The Reliability of the Bible

by Zeke Flores

There are several ways to establish the reliability of the Bible.

One is by manuscript evidence. There are thousands of manuscripts, both whole and partial, of Old and New Testament books that provide harmonized agreement on the teaching of the Bible. Though the original documents are long lost, many of the copies date to within a lifetime of the original author, and the sheer magnitude of the copies attest to their careful preservation.

Another is the archeological evidence. The people, places, and events written are being corroborated almost daily in archeological digs throughout the Middle East.

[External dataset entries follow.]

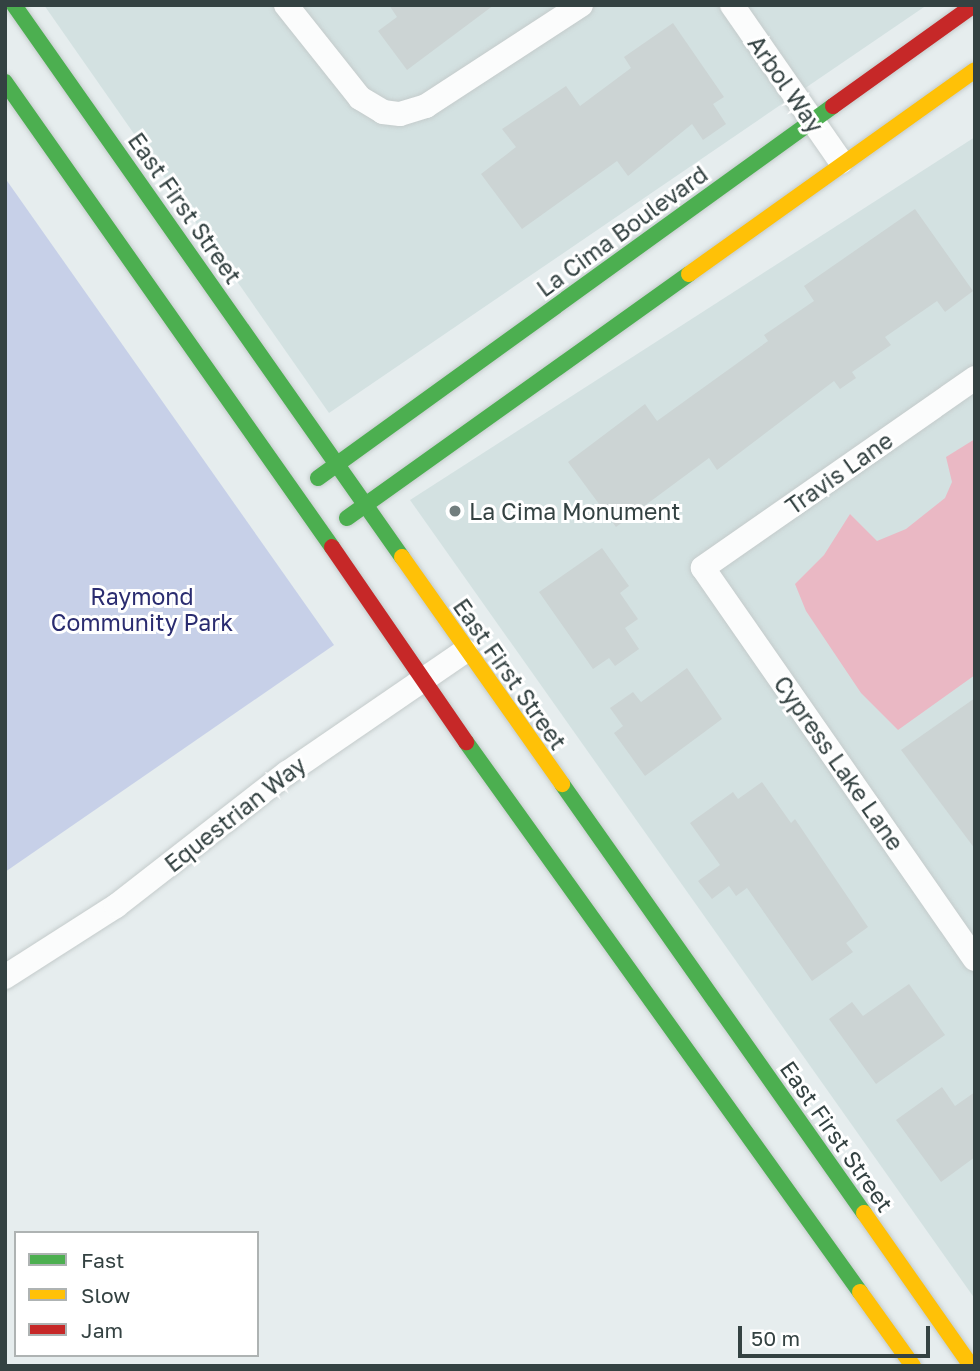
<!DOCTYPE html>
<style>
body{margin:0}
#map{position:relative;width:980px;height:1371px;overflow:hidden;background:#e6edee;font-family:"Golos Text",sans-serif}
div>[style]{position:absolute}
.residential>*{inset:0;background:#d3e1e1}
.green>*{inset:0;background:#c7d0e8}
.water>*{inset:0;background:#eab8c4}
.building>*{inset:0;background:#ccd4d4}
.roads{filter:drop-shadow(0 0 2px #c4cbcb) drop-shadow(0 0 2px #c4cbcb)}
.street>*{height:24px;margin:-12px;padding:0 12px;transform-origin:12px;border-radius:12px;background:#fbfcfc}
.fast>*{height:16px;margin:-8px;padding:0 8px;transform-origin:8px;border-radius:8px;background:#4caf50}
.slow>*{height:16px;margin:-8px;padding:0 8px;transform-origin:8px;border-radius:8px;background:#ffc107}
.jam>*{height:16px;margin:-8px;padding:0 8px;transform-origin:8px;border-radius:8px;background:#c62828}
.dots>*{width:19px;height:19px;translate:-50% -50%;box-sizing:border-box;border:4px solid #fff;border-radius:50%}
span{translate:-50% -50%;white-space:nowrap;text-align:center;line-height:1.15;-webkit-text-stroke:6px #fff;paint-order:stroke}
.street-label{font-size:23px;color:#344242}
.poi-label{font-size:23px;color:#344242}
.left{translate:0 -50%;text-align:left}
.park-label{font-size:23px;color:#2a2c70}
.frame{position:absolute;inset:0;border:7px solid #344242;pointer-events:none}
.legend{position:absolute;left:14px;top:1231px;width:245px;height:126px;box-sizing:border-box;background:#fff;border:2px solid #aeb3b3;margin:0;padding:9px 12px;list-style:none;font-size:21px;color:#344242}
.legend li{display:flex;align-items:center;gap:14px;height:35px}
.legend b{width:35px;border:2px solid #aeb3b3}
.scale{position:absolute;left:738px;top:1326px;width:192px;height:32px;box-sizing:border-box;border:4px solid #344242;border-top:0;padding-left:9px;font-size:21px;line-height:24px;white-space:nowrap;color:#344242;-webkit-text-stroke:5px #fff;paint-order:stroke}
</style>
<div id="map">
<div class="residential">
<div style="clip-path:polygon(44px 5px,927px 5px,329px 413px)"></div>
<div style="clip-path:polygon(975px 137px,975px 1299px,410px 500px)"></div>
</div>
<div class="green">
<div style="clip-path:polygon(5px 178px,334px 645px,5px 872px)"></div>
</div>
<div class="water">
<div style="clip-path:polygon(975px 439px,975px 675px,898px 730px,861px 693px,806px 611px,795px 584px,824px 555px,850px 514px,877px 541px,906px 529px,945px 498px,952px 482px,946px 457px)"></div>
</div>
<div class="building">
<div style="clip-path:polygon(389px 5px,494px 5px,407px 70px,378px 31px,397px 17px)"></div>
<div style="clip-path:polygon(673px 23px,724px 97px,713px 104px,726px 124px,703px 140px,692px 124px,628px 176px,617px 161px,522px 229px,481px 174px,516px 147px,502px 129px,566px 86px,580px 106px,631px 68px,624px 57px)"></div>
<div style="clip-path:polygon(915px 209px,973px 291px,945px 312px,937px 301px,885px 337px,891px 345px,852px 372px,856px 378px,840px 389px,834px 381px,717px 470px,709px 458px,616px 527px,568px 462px,645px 404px,657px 421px,768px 341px,764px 335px,814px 301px,804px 286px)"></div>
<div style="clip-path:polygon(602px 548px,629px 586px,620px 593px,638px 619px,625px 628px,639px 649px,615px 666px,609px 658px,593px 669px,539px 592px)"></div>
<div style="clip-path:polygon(687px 668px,722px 719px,645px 776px,614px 733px,623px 726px,610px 708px,633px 692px,641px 702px)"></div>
<div style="clip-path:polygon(975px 698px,975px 849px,901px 750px)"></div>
<div style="clip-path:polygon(762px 782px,791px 823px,795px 819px,868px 927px,846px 943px,853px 952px,812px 981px,747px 888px,736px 896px,729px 886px,712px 899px,698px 881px,720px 865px,690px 823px,733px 792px,738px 799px)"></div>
<div style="clip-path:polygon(909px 984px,945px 1035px,876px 1084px,829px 1019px,852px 1002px,863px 1016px)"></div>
<div style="clip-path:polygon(942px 1087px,955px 1106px,975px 1092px,975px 1157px,941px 1182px,896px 1120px)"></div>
</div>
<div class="roads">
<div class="street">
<div style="left:286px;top:5px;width:119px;rotate:51.5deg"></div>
<div style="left:360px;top:98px;width:27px;rotate:31deg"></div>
<div style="left:383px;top:112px;width:17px;rotate:7deg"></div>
<div style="left:400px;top:114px;width:27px;rotate:-17deg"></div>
<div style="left:426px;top:106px;width:185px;rotate:-33.1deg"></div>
<div style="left:732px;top:5px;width:191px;rotate:55.2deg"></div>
<div style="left:975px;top:378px;width:332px;rotate:145.1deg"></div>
<div style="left:703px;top:568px;width:476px;rotate:55.2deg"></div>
<div style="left:5px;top:977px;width:132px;rotate:-32.6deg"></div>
<div style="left:116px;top:906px;width:217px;rotate:-37.9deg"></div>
<div style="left:287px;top:773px;width:216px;rotate:-34.4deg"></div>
</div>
<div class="fast">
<div style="left:14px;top:5px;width:675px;rotate:54.9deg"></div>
<div style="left:5px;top:82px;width:568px;rotate:54.88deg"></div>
<div style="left:318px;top:478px;width:635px;rotate:-35.84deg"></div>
<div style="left:347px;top:518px;width:420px;rotate:-35.5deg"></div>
<div style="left:466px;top:742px;width:677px;rotate:54.38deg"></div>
<div style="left:562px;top:784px;width:525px;rotate:54.86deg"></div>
</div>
<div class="slow">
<div style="left:689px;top:274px;width:351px;rotate:-35.5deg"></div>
<div style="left:402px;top:557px;width:278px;rotate:54.8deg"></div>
<div style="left:864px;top:1213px;width:187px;rotate:55deg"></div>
<div style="left:860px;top:1292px;width:91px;rotate:54.4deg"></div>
</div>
<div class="jam">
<div style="left:833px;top:106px;width:173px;rotate:-35.6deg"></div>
<div style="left:332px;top:547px;width:237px;rotate:55.5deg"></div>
</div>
</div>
<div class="dots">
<div style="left:455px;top:511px;background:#727e7e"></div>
</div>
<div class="street-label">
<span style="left:786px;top:84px;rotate:55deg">Arbol Way</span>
<span style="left:185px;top:208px;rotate:55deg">East First Street</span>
<span style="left:622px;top:231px;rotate:-36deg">La Cima Boulevard</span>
<span style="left:839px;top:473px;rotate:-35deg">Travis Lane</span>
<span style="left:510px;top:674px;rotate:55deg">East First Street</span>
<span style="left:839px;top:763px;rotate:55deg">Cypress Lake Lane</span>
<span style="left:235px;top:814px;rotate:-38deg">Equestrian Way</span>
<span style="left:837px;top:1136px;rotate:55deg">East First Street</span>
</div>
<div class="poi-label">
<span class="left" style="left:469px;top:511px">La Cima Monument</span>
</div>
<div class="park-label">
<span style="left:142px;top:609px">Raymond<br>Community Park</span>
</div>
<div class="frame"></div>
<ul class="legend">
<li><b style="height:9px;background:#4caf50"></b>Fast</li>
<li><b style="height:9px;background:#ffc107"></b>Slow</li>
<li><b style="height:9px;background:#c62828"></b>Jam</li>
</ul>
<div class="scale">50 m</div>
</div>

Yet another is the prophetic evidence. The Bible includes predictions of events that could not be known by guessing or even common sense. For instance, the prophecies concerning Christ's birth alone number in the hundreds. The odds that just a handful of them could be fulfilled in any one man is statistically staggering. That they were all fulfilled in a specific man, Jesus, is statistically impossible. And yet, they were.

However, perhaps one of the most compelling evidence of the Bible's truth is its consistent message of salvation. From cover to cover, it is the only holy book compiled that deals with God's appeal to man for his redemption.

He does, indeed, know the beginning from the end and everything in between.

"Remember the former things long past,
For I am God, and there is no other;
I am God, and there is no one like Me,
Declaring the end from the beginning,
And from ancient times things which have not been done,
Saying, 'My purpose will be established,
And I will accomplish all My good pleasure'" (Isaiah 46:9-10).